Osama and George W. – an example of lineage-branching

 

There is a difference between genealogical branch points and mutation points, when it comes to examining a YDNA-based tree.

A genealogical branch point is a place where two sons are fathered, and henceforth they each have established their own paternal lines. It does not mean that a mutation has necessarily occurred at the branch point.

We offer the following, tongue-in-cheek example. Abraham sired Ishmael and Isaac. That's a branch point, and there are subsequently two paternal lines. There'd be plenty more branch-points after that, I'm sure, but for the sake of this example, I want to ignore them. Let's suppose no mutations occurred over the eons until George Herbert Walker fathered George W.   "Bingo!" Mutation!     If FTDNA were to test George and Osama (good luck locating him!), they'd find that one-marker difference -- but there'd be no way to tell where, between Abraham and George W., it occurred.

All one can say with certainty is that a branch point occurred at or before the mutation point that differentiates two individuals. How far back? Who knows! You can even have relatively recent branch points which, if no mutation has yet occurred thereafter, have exactly the same marker-patterns.
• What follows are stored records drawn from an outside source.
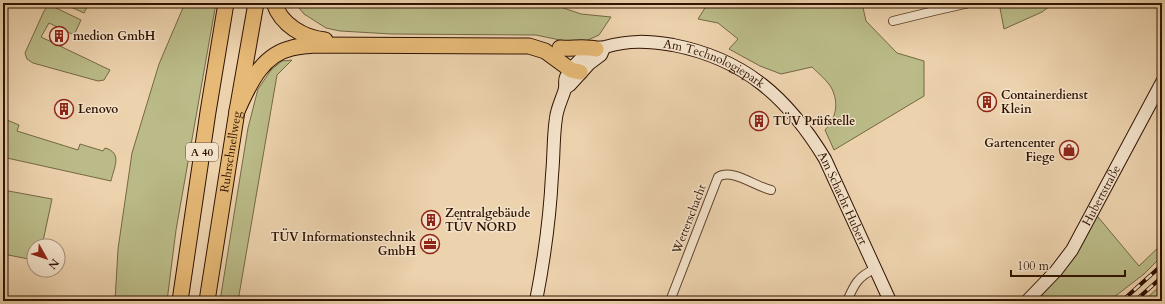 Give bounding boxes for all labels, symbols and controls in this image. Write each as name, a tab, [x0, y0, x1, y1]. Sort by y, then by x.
building icon: medion GmbH	[48, 25, 70, 47]
place label: medion GmbH	[73, 28, 156, 44]
street label: Am Technologiepark	[662, 36, 769, 92]
place label: Containerdienst Klein	[1001, 87, 1088, 117]
building icon: Containerdienst Klein	[976, 91, 998, 113]
building icon: Lenovo	[53, 98, 75, 120]
place label: Lenovo	[78, 101, 118, 117]
street label: Ruhrschnellweg	[216, 110, 245, 194]
building icon: TÜV Prüfstelle	[748, 110, 770, 132]
place label: TÜV Prüfstelle	[773, 112, 855, 129]
place label: Gartencenter Fiege	[984, 135, 1055, 165]
shop icon: Gartencenter Fiege	[1058, 139, 1080, 161]
road number: A 40	[186, 143, 218, 161]
street label: Am Schacht Hubert	[814, 148, 871, 247]
street label: Hubertstraße	[1078, 162, 1124, 229]
street label: Wetterschacht	[668, 182, 710, 257]
place label: Zentralgebäude TÜV NORD	[445, 205, 530, 235]
building icon: Zentralgebäude TÜV NORD	[420, 209, 442, 231]
place label: TÜV Informationstechnik GmbH	[271, 228, 417, 259]
office icon: TÜV Informationstechnik GmbH	[419, 233, 441, 255]
north arrow	[26, 238, 66, 278]
scale bar	[1011, 252, 1125, 278]
text: N	[44, 256, 62, 273]
text: 100 m	[1017, 258, 1050, 274] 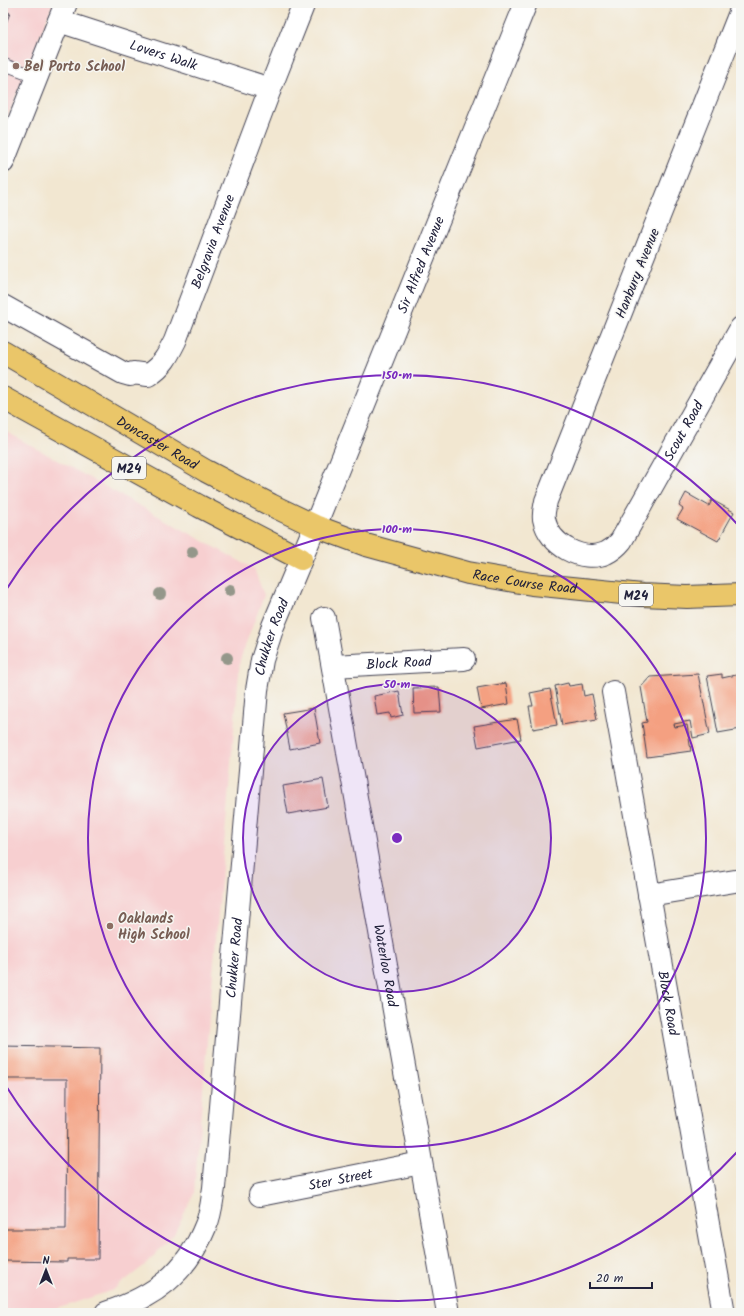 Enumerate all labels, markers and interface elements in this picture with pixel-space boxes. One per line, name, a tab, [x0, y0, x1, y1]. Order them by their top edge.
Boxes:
street label: Lovers Walk	[127, 34, 200, 77]
place label: Bel Porto School	[24, 56, 125, 78]
marker: Bel Porto School	[11, 61, 21, 71]
street label: Belgravia Avenue	[186, 191, 242, 292]
street label: Sir Alfred Avenue	[392, 212, 451, 317]
street label: Hanbury Avenue	[610, 224, 666, 322]
text: 150 m	[382, 366, 412, 385]
street label: Scout Road	[658, 396, 710, 465]
street label: Doncaster Road	[112, 411, 203, 477]
road number: M24	[112, 457, 146, 479]
text: 100 m	[382, 520, 412, 539]
street label: Race Course Road	[471, 564, 579, 601]
road number: M24	[619, 584, 653, 606]
street label: Chukker Road	[250, 594, 296, 677]
street label: Block Road	[366, 651, 433, 676]
text: 50 m	[383, 675, 411, 694]
centre of rings	[390, 831, 404, 845]
place label: Oaklands High School	[118, 908, 190, 946]
street label: Chukker Road	[220, 916, 249, 999]
marker: Oaklands High School	[105, 921, 115, 931]
street label: Waterloo Road	[367, 923, 403, 1010]
street label: Block Road	[651, 969, 684, 1038]
street label: Ster Street	[307, 1163, 375, 1197]
north arrow	[26, 1250, 66, 1290]
text: N	[43, 1252, 50, 1270]
scale bar	[590, 1264, 652, 1290]
text: 20 m	[596, 1269, 624, 1288] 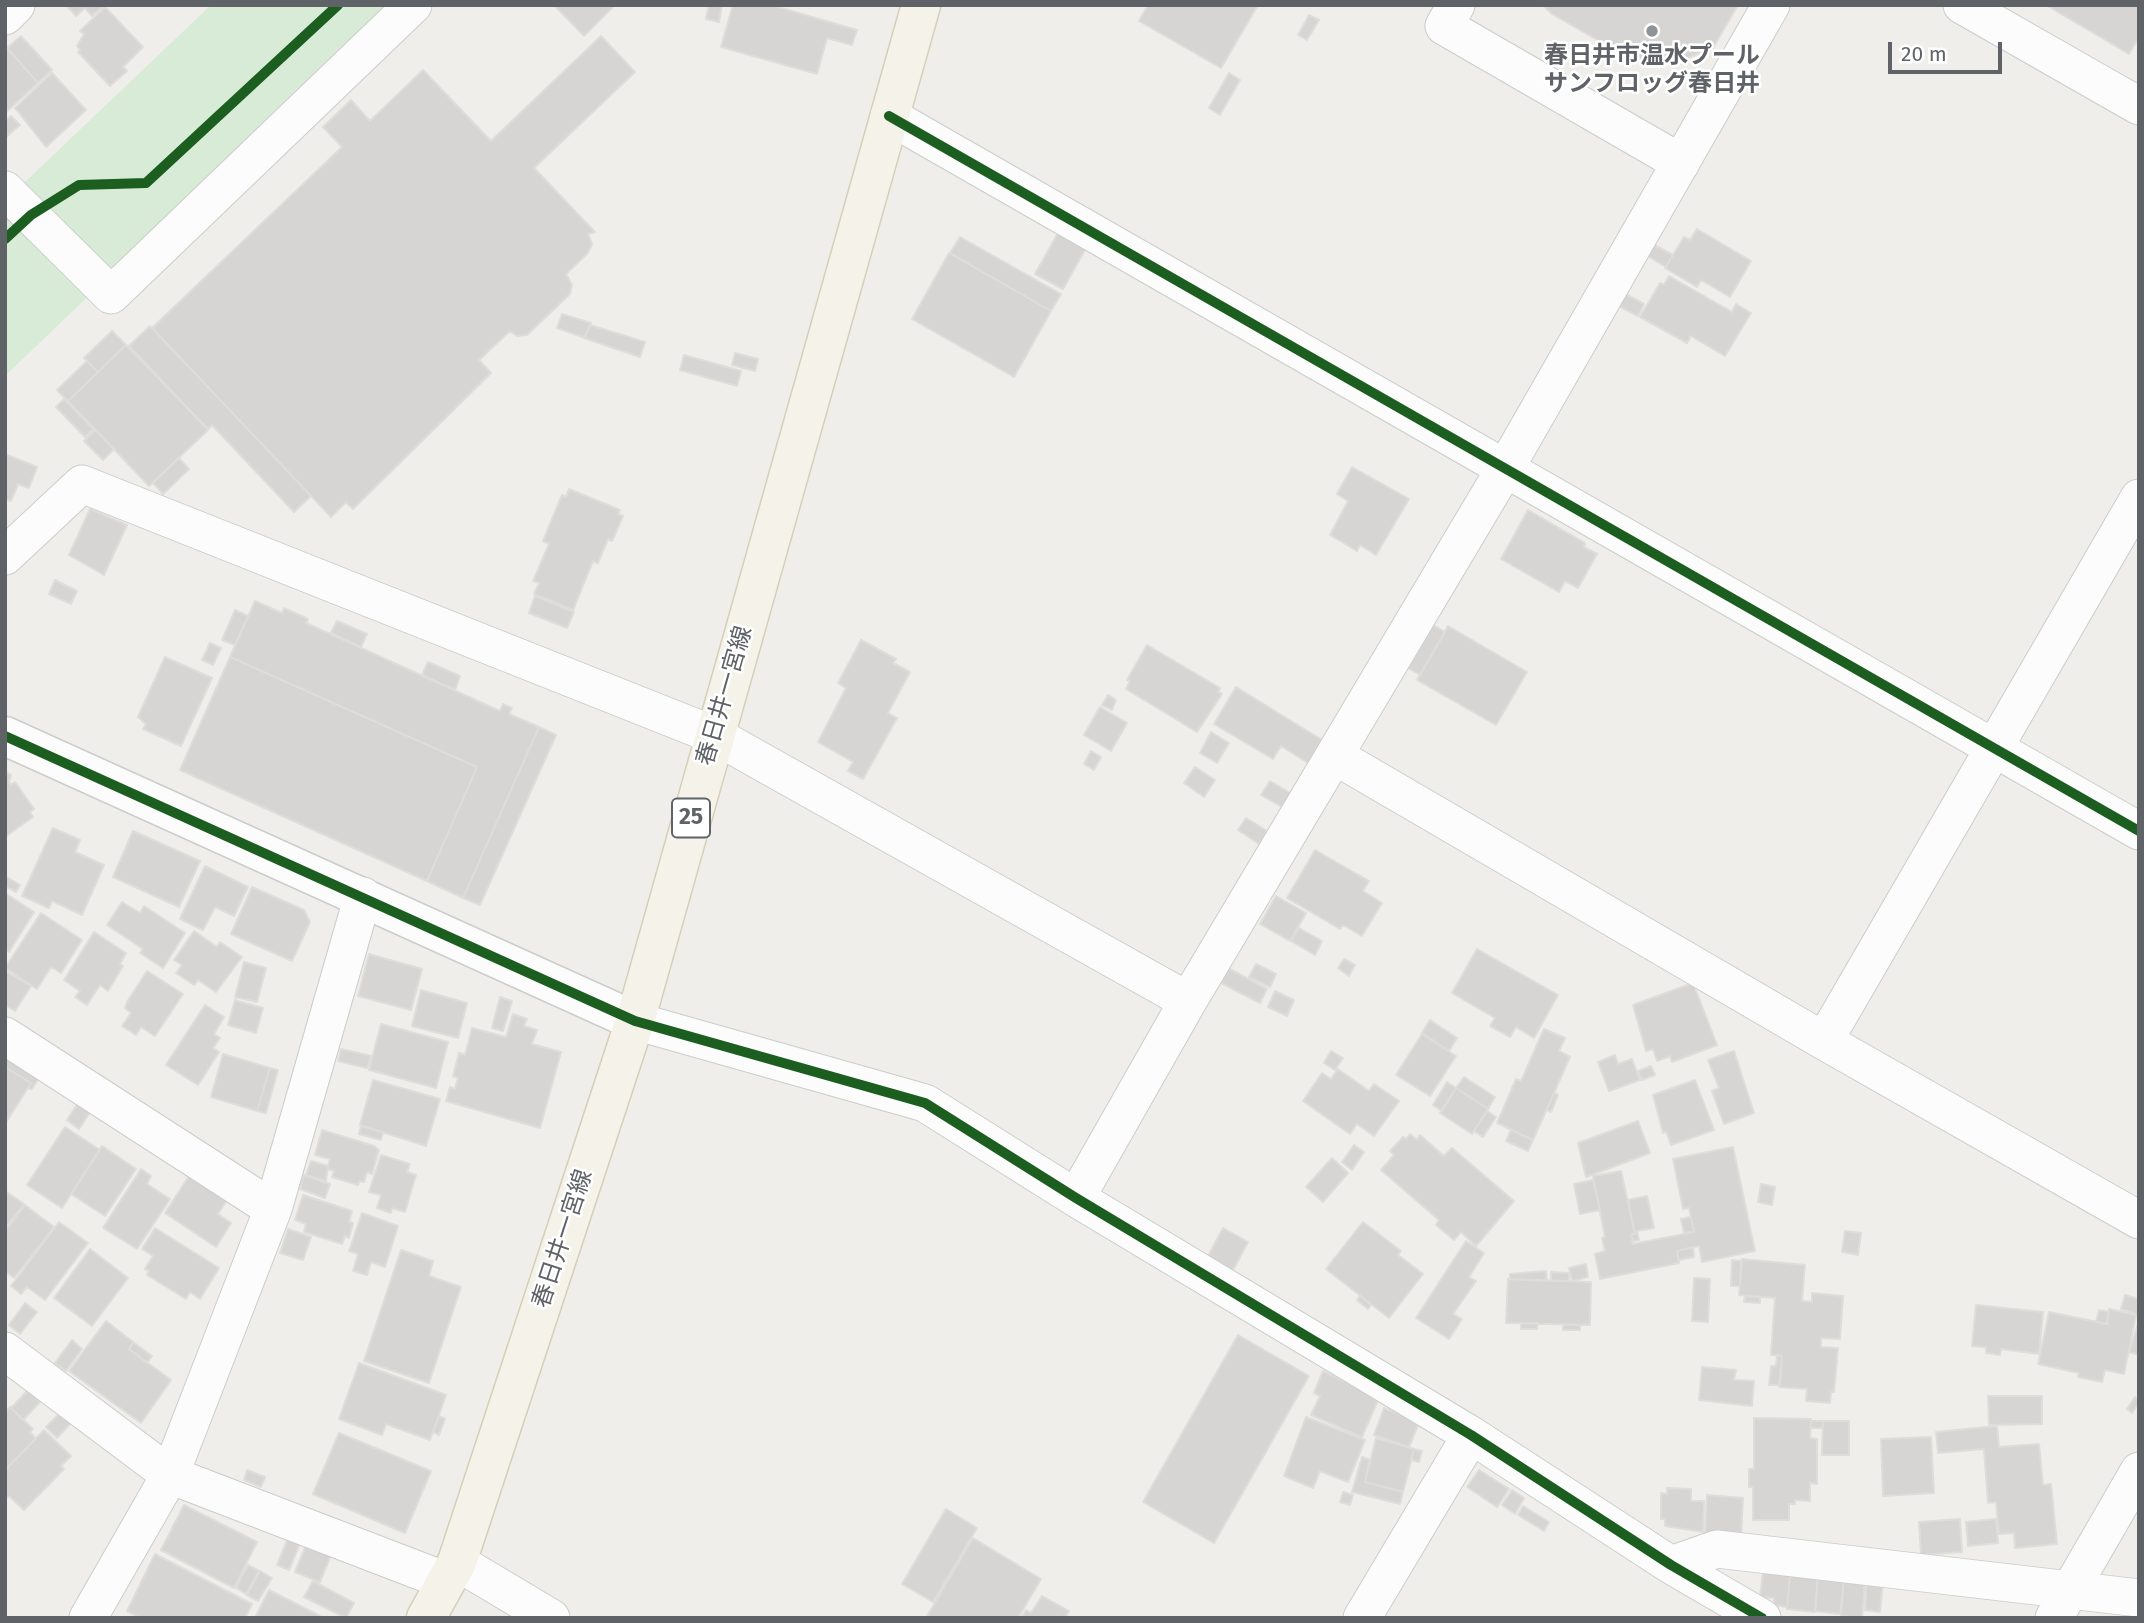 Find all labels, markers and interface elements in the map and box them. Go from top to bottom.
marker: 春日井市温水プール サンフロッグ春日井 [1644,23,1660,39]
scale bar [1892,28,2006,72]
text: 20 m [1901,41,1947,67]
place label: 春日井市温水プール サンフロッグ春日井 [1544,42,1760,98]
street label: 春日井一宮線 [691,623,759,769]
road number: 25 [672,798,710,838]
street label: 春日井一宮線 [527,1166,599,1312] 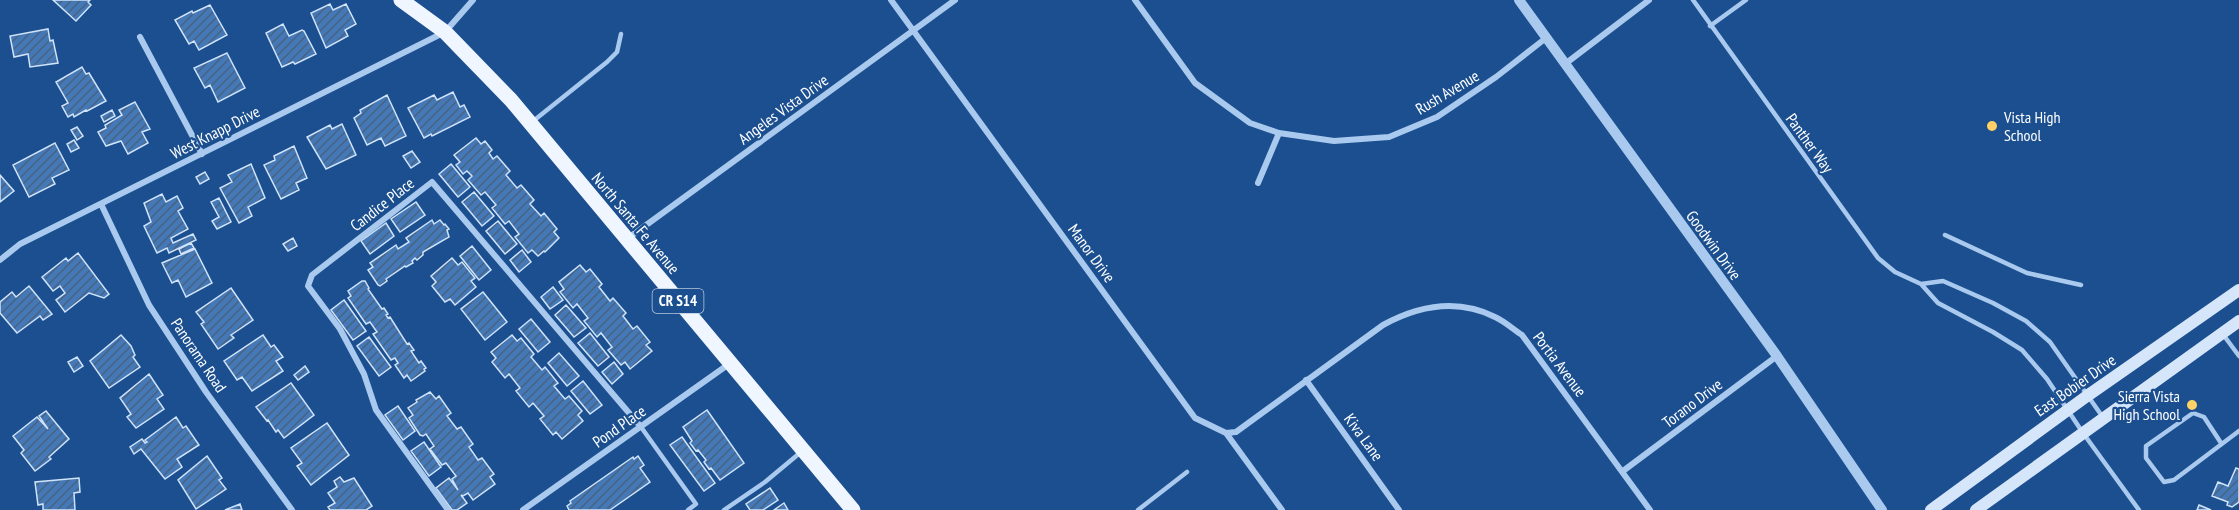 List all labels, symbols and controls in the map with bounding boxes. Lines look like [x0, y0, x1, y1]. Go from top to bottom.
street label: Rush Avenue [1412, 65, 1482, 119]
street label: Angeles Vista Drive [734, 70, 832, 148]
street label: West Knapp Drive [167, 101, 263, 163]
place label: Vista High School [2003, 107, 2060, 145]
street label: Panther Way [1782, 109, 1838, 177]
marker: Vista High School [1985, 119, 1999, 133]
street label: North Santa Fe Avenue [588, 168, 684, 278]
street label: Candice Place [346, 173, 418, 235]
street label: Goodwin Drive [1682, 206, 1746, 284]
street label: Manor Drive [1064, 220, 1120, 286]
road number: CR S14 [652, 289, 704, 313]
street label: Panorama Road [167, 314, 231, 396]
street label: Portia Avenue [1529, 328, 1591, 400]
street label: East Bobier Drive [2030, 350, 2120, 420]
street label: Torano Drive [1658, 374, 1726, 432]
place label: Sierra Vista High School [2113, 386, 2180, 424]
marker: Sierra Vista High School [2185, 398, 2199, 412]
street label: Pond Place [589, 400, 649, 452]
street label: Kiva Lane [1340, 409, 1388, 465]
In the "Gossett Model" We've presented, we show the paternal lines that can be differentiated by markers, and the positions (relative to each others' branch points) of these differentiable paternal lines. Realize that we can't say with certainty how many generations ago they occurred. The spread in confidence intervals is simply too large, especially when relatively few generations are involved.  Consider a coin-flipping analogy:  Over the long run, we expect 50% heads and 50% tails, but when one deals with only a few flips of the coin, it's unreasonable to expect equal numbers of heads and tails.  Among our project participants, we see some whose lines have experienced one marker-change since the "patriarch," while over the same span of generations, other lines have experienced as many as four marker-changes.

That is why we see little justification for presenting a time-scale with the YDNA-based trees – unless coupled with a paper-trail in which we have confidence to assist us in more precisely fixing the branch points.